Chelsea stared at the two startled boys. She continued, '"Larkspur" is also a type of purple flower. All parts of both species of larkspur are considered too toxic for human beings to ingest. Delphinium actually kills within a few hours due to cardiotoxic and neuromuscular blocking.'
The two continued to stare.
'What? I wanted to become a good chef. I need to know some botany. What plants are safe to grow for food, stuff like that.'
'. . .And we're back to cake!' Jack replied. 'Do you want any, Luke?'
The little boy gave a slow nod.
'Cake. At a time like this,' Derek hissed. 'You do realize what has been going on for the past, what, fifty years? Everybody is dead, our murderer himself has been tricking us, we've survived at least three re-openings. At least.'
Jack shrugged, 'Luke and Chelsea agreed to some.'
'Ditzes,' he said.
Jack gave a frustrated huff. With a grin almost as big as Springtrap's, he asked, 'If you don't want cake, you don't get to join in on the joke!'
'Is it that one about the ex-wife? Dude, we're kids.'
'It's funny!' he whined. 'That's not it, anyway. We figured out Purple's naaame!' Jack sang.
'So?'
Jack finally sighed, 'His name literally means "purple."'
'Seriously? That's stupid.'
He nodded.
'. . .Fine, I'll go to your lil' pizza party,' Derek muttered. 'All we can do here is be dead.'
Three down, two to go.
'HEY THERE, FRIEND.'
Ron found Jack before Jack found him. Not a bad thing, of course. Not like he could get a heart attack anymore, anyway.
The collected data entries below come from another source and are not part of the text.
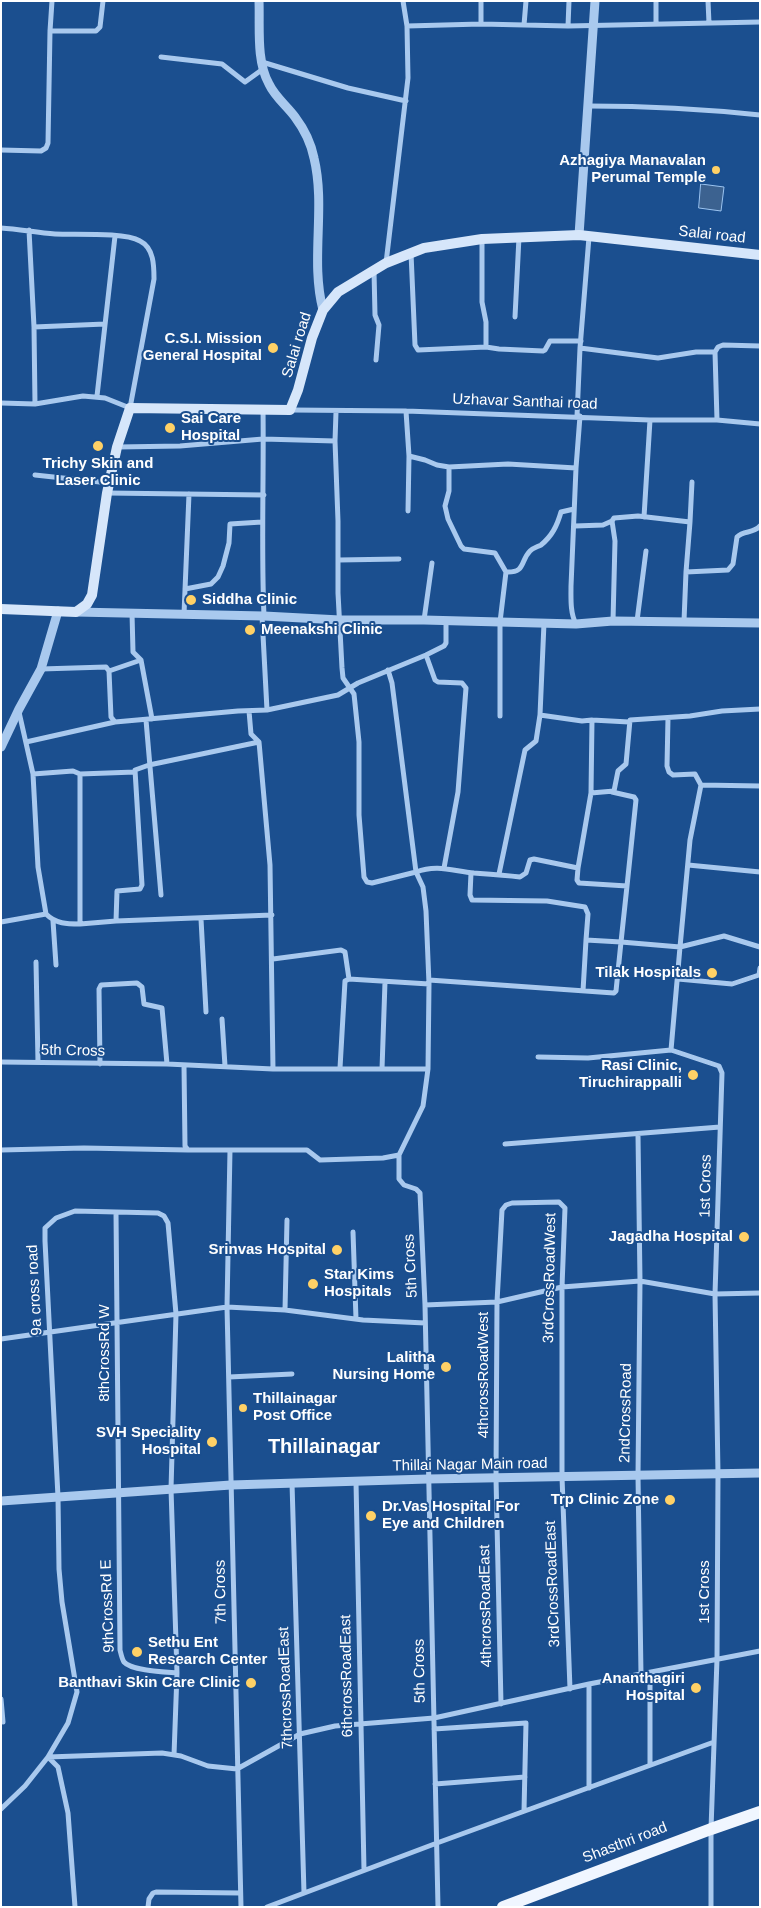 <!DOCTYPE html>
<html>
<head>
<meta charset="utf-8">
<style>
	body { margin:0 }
	#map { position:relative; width:761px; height:1908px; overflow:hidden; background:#1b4f8f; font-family:Helvetica,sans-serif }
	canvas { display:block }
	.frame { position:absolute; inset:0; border:2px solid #fff; pointer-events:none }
</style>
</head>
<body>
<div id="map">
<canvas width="761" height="1908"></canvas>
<div class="frame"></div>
</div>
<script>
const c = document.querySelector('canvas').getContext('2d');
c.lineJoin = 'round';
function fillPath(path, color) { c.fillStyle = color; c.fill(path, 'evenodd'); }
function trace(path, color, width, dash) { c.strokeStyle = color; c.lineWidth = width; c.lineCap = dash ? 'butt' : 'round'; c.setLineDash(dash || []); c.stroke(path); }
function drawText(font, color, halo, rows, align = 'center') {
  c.font = font + ' Helvetica,sans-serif'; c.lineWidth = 4; c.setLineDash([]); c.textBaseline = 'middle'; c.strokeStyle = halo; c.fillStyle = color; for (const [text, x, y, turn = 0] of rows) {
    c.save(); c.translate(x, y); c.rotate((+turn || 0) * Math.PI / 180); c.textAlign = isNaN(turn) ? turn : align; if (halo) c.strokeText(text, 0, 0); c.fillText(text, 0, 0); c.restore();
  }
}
const water = new Path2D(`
	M701 184 724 187 721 211 699 208Z`);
const minor = new Path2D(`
	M403 1 407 26
	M708 1 709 23
	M481 24V1
	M656 24V1
	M524 25 526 1
	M568 26 569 1
	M50 31 52 1
	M161 57 222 64 245 82 263 69
	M262 62 348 88 406 101
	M589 106C646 106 703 109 760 115
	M1 150 41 151 46 148 48 143 50 31H96L100 27 103 1
	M1 228C20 229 37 233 55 234 76 235 124 232 140 241 154 248 154 266 154 279L130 408 105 398 83 396 35 404 1 403
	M29 230 34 327 105 324
	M482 239V302L486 322V347
	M411 253 415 345 418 350 486 347 499 349 543 351 545 350 550 341H581
	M386 263 408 78 407 26 481 24 568 26 760 22
	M374 271 375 315 379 325 376 360
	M515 317 519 237
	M34 327 35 404
	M580 348 658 358 696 352H715L718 347 723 345 760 346
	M715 352 717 420
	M97 396 115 236
	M263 409C264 479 261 547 264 616
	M291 410 406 411 650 420H717L760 424
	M406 411 409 456 425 460 437 465 449 467 508 464 576 468
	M336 412 335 441 338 521V593L342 668 343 678 354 694 359 742V815L364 877 367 882 372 883 416 872 423 887 426 911 429 984 428 1069 423 1106 399 1155V1179L404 1185 416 1189 420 1193 425 1305 438 1907
	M577 416 580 348 589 237
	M118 447 180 446 263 439 335 441
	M449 467V491L445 506 448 519 461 546 464 549 495 553 506 572 500 622V716
	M35 475 109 483
	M107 493 264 495
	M408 511 409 456
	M644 517 650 420
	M690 522 692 482
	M575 526 603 525 612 521
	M339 560 399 559
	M506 572C526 573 520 561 530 551 533 548 537 547 541 545 552 536 557 526 561 512L574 509
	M185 589 211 584 218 577 223 566 229 543 230 524 262 522
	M132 613 133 652 141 660 152 719
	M184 614 189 494
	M262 616 267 710
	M424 620 432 563
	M613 621 615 541 612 521 614 518 638 516 690 522 686 572
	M637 621 646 551
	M684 621 686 572 728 570 733 564 737 537C744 530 753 534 760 526
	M544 623 540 715 582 721 592 720 591 793
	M576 624C570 613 571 598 571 586L576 468 580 416
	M426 655 435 680 438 682 462 683 466 688 458 792 444 868
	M41 669 106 667 109 671 111 717 115 722 238 711 267 710 338 695 358 683 426 655 444 646 446 643V621
	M388 670 392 683 416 872C437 864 453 871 474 873 489 874 505 875 520 877L526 873 530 860 534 859 578 868 577 880 579 883 627 886 621 942 680 947 671 1050 719 1066 722 1073 715 1294 718 1474 717 1659 711 1829V1907
	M109 671 141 660
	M249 711 251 734 259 742 270 865 273 1069
	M19 712 33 774 38 867 46 914C56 924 67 924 80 924V774
	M668 718 667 766 669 772 673 775 695 774 701 785 690 840 680 947 724 936 760 947
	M146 720 161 895
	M592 720 629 722
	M26 742 115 722
	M259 742 149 765 135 770 142 885 140 889 117 891 116 921 272 915
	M33 774 73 771 80 774 135 772
	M701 785 760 786
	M612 792 634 797 636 800 627 886
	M688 865 760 872
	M578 868 591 793 614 791 618 771 626 764 630 720 690 716 722 711 760 709
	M471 873 470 895 472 900 547 901 585 907 588 914 586 940
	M499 874 525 750 536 741 540 715
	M201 919 206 1012
	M53 921 56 965
	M1 922 46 914
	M80 924 116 921
	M273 959 341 950 345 952 349 979
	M36 962 38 1062
	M678 979 732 984 759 975 760 968
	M429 980C490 984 552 989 614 993L616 991 621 942 586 940 583 991
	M222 1019 225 1066
	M538 1057 588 1058 671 1050
	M1 1062 167 1064 273 1069H428
	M100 1064 99 989 101 985 137 983 142 987 144 1004 162 1008 167 1064
	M184 1066 185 1146 188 1150H230L227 1307 241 1907
	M340 1068 345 981 349 979 429 984
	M382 1069 385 982
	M638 1135 640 1281 638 1476 641 1675
	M505 1144 720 1127
	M1 1150 84 1148 188 1150
	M230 1150H307L320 1160 383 1158 399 1155
	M116 1212 120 1650C121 1654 122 1659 124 1662 132 1671 165 1672 177 1673
	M353 1232 356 1319
	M425 1305 497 1302 562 1287 640 1281 715 1294 760 1293
	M285 1310 287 1220
	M1 1339 227 1307 285 1310 363 1320 425 1323
	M229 1377 292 1374
	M356 1482 364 1870
	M292 1483 304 1893
	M650 1673V1765
	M1 1699 3 1722
	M501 1704 496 1478 497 1302 502 1210 506 1205 512 1203 559 1202 565 1208 562 1287V1477L570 1689
	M434 1729 526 1723 524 1811
	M48 1757 162 1753 181 1756 208 1766 237 1769 300 1734 335 1726 434 1718 589 1684 760 1651
	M48 1757 58 1767 68 1813 75 1907
	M435 1784 525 1777
	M589 1788V1684
	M1 1809 25 1786 48 1757 68 1723 77 1692 62 1602 59 1569 58 1497 45 1241V1228L56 1218 75 1211 158 1213 164 1216 168 1223 176 1314 171 1489 177 1673 174 1755
	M148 1907 149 1899 153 1893 156 1892 240 1893
	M267 1907 437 1843 714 1742`);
const tertiary = new Path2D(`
	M259 1C260 27 256 61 269 84 275 97 287 106 295 117 304 129 311 143 314 158 326 208 310 260 323 310
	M579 235 595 1
	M76 612 264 616 340 620H424L576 624 613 621 760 623
	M1 747 19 709 41 669 58 611
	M1 1501 231 1485 428 1479 760 1473`);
const secondary = new Path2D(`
	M1 609 76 612 87 604 92 595 107 493 117 447 130 408 290 410 298 390 312 338 323 310 338 292 386 263 424 248 482 239 579 235 760 255`);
const primary = new Path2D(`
	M503 1907 711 1829 760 1812`);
const markers = [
	[716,170,5,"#ffd166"],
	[273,348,6,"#ffd166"],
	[170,428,6,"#ffd166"],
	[98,446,6,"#ffd166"],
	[191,600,6,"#ffd166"],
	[250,630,6,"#ffd166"],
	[712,973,6,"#ffd166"],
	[693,1075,6,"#ffd166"],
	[744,1237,6,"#ffd166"],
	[337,1250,6,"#ffd166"],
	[313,1284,6,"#ffd166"],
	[446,1367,6,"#ffd166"],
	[243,1408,5,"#ffd166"],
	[212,1442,6,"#ffd166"],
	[670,1500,6,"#ffd166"],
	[371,1516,6,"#ffd166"],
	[137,1652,6,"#ffd166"],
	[251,1683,6,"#ffd166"],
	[696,1688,6,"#ffd166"]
];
const poiNames = [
	["Azhagiya Manavalan",706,161],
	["Perumal Temple",706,178],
	["C.S.I. Mission",262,339],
	["General Hospital",262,356],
	["Sai Care",181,419,"left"],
	["Hospital",181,436,"left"],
	["Trichy Skin and",98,464,"center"],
	["Laser Clinic",98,481,"center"],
	["Siddha Clinic",202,600,"left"],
	["Meenakshi Clinic",261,630,"left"],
	["Tilak Hospitals",701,973],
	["Rasi Clinic,",682,1066],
	["Tiruchirappalli",682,1083],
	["Jagadha Hospital",733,1237],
	["Srinvas Hospital",326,1250],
	["Star Kims",324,1275,"left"],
	["Hospitals",324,1292,"left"],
	["Lalitha",435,1358],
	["Nursing Home",435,1375],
	["Thillainagar",253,1399,"left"],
	["Post Office",253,1416,"left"],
	["SVH Speciality",201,1433],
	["Hospital",201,1450],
	["Trp Clinic Zone",659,1500],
	["Dr.Vas Hospital For",382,1507,"left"],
	["Eye and Children",382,1524,"left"],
	["Sethu Ent",148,1643,"left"],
	["Research Center",148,1660,"left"],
	["Ananthagiri",685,1679],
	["Hospital",685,1696],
	["Banthavi Skin Care Clinic",240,1683]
];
const streetNames = [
	["Salai road",712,235,6],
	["Salai road",297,345,-73],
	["Uzhavar Santhai road",525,402,2],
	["5th Cross",73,1051,1],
	["1st Cross",706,1186,-89],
	["5th Cross",411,1266,-93],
	["3rdCrossRoadWest",550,1278,-89],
	["9a cross road",35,1290,-93],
	["8thCrossRd W",105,1353,-90],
	["4thcrossRoadWest",484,1375,-90],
	["2ndCrossRoad",626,1413,-89],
	["Thillai Nagar Main road",470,1465,-1],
	["3rdCrossRoadEast",553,1584,-92],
	["7th Cross",221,1592,-91],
	["1st Cross",705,1592,-90],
	["9thCrossRd E",108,1606,-92],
	["4thcrossRoadEast",486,1606,-91],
	["5th Cross",420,1671,-91],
	["6thcrossRoadEast",347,1676,-91],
	["7thcrossRoadEast",286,1688,-92],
	["Shasthri road",625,1843,-21]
];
const districtNames = [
	["Thillainagar",324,1447]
];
fillPath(water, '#3c6290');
trace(water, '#9cc4f0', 1);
trace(minor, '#a9c9ee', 5);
trace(tertiary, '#a9c9ee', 9);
trace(secondary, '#d6e6fa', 10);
trace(primary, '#f0f6ff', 12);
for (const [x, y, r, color] of markers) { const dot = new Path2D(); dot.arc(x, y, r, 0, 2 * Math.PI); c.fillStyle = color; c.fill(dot); trace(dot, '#1b4f8f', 2); }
drawText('bold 15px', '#fff', '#1b4f8f', poiNames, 'right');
drawText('15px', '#fff', '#1b4f8f', streetNames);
drawText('bold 20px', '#fff', '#1b4f8f', districtNames);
</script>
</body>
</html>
'Whatcha doin'?!' he smiled. An actual smile. Not a common sight.
Jack groaned, 'Trying to get up from the floor.'
'That sounds fun. Can I join in?'
'Be my guest. Race me to the bottom of the stairs, throw yourself into a river, knock yourself out. See how that goes for you.'
Ron turned around probably to do those things, but Jack quickly called out, 'SARCASM.'
'Oh,' he said.
'So, uh, I found a-' Jack began.
'Yes.'
'W-What?'
Ron shrugged innocently and retorted, 'Yeah, I'd be glad to go to your cake party.'
'How on Earth. . ?'
'You talk loud. Pretty sure Mister Larkspur heard you at some point.'
Jack looked around. 'Where is he, anyway?'
'Dunno.'
Jack got up and put his head in his hands. 'Great, the most dangerous man of our time is roaming freely around the building. Did it occur to you that we might need to keep track of him?'
'Yeah.'
'And?'
'. . .I thought it was the thought that counts.'
'Uuurgh.'
'What are you doing now?' Ron asked.
'Complaining.'
'About what?'
The hall was empty. Julie was not to arrive for two more hours. There was still time to-
WHUMP.
Luke fell to the ground.
"The Purple Guy" loomed over him.
'H-H-Hi.'
You're plotting against me.
'W-What?' Luke stuttered.
Don't play dumb with me. The Puppet Boy is inviting all of you to some feast with cake. I am not deaf. It seemed that he just got ruder and ruder the more he learned about this man. You will tell me what you are going to do, or else. . . I'll. . . never let you move on! Yeah!
'I'd rather die a hundred times then do that,' the boy said, not sounding or looking too sure of himself.
When and where will this meet up take place, "Foxy"? He held a ghostly blade not too far away from the boy. Even if it was harmless, it was threatening enough.
'W-What used to be the kitchen, a-at, uh, half an hour before midnight.'
. . .Thanks for the tip. . . LAD. I'm sure you can handle an extra murderer at your party. . . No offense. But you kinda are. . . the strange man turned around. Enjoy your cake.